Deep Deterministic Policy Gradients (DDPG)¶

The Deep Deterministic Policy Gradients (DDPG) algorithm is a little different from other policy objectives. It learns a policy directly from a (type-I) q-function. The

\[J(\theta; s,a)\ =\ q_{\varphi_\text{targ}}(s, a_\theta(s))\]

Here $a_\theta(s)$ is the mode of the underlying conditional probability distribution $\pi_\theta(.|s)$. See e.g. the mode method of coax.proba_dists.NormalDist. In other words, we evaluate the policy according to the current estimate of its best-case performance. This is implemented by the coax.policy_objectives.DeterministicPG updater class.

Since the policy objective uses a q-function $q_\varphi(s,a)$, we also need to learn that. At the moment of writing, there are two ways to learn $q_\varphi(s,a)$ in coax.

Option 1: SARSA.

The first option is to use SARSA updates, whose $n$-step bootstrapped target is constructed as:

\[G^{(n)}_t\ =\ R^{(n)}_t + I^{(n)}_t\,q_{\varphi_\text{targ}}\!(S_{t+n}, A_{t+n})\]

where $A_{t+n}$ is sampled from experience and

\[\begin{split}R^{(n)}_t\ &=\ \sum_{k=0}^{n-1}\gamma^kR_{t+k} \\ I^{(n)}_t\ &=\ \left\{\begin{matrix} 0 & \text{if $S_{t+n}$ is a terminal state} \\ \gamma^n & \text{otherwise} \end{matrix}\right.\end{split}\]

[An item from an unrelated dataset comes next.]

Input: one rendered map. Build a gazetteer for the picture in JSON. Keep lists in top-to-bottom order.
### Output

This is implemented by the coax.td_learning.Sarsa updater class.

Option 2: Q-Learning.

The second option is to use q-learning updates, whose $n$-step bootstrapped target is instead constructed as:

\[G^{(n)}_t\ =\ R^{(n)}_t + I^{(n)}_t\,q_{\varphi_\text{targ}}\!\left( S_{t+n}, a_{\theta_\text{targ}}\!(s)\right)\]

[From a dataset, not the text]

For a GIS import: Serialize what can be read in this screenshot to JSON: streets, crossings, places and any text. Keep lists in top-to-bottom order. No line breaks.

Here, $a_{\theta_\text{targ}}\!(s)$ is the mode introduced above, evaluated on the target-model weights $\theta_\text{targ}$. The reason why we call this q-learning is that we construct the TD-target as though the next action $A_{t+n}$ would have been the greedy action. This is implemented by the coax.td_learning.QLearningMode updater class.

For more details, have a look at the spinningup page on DDPG here, which includes links to the original papers.

ddpg.py

import gymnasium
import coax
import optax
import haiku as hk
import jax.numpy as jnp


# pick environment
env = gymnasium.make(...)
env = coax.wrappers.TrainMonitor(env)


def func_pi(S, is_training):
    # custom haiku function (for continuous actions in this example)
    mu = hk.Sequential([...])(S)  # mu.shape: (batch_size, *action_space.shape)
    return {'mu': mu, 'logvar': jnp.full_like(mu, -10)}  # deterministic policy


def func_q(S, A, is_training):
    # custom haiku function
    value = hk.Sequential([...])
    return value(S)  # output shape: (batch_size,)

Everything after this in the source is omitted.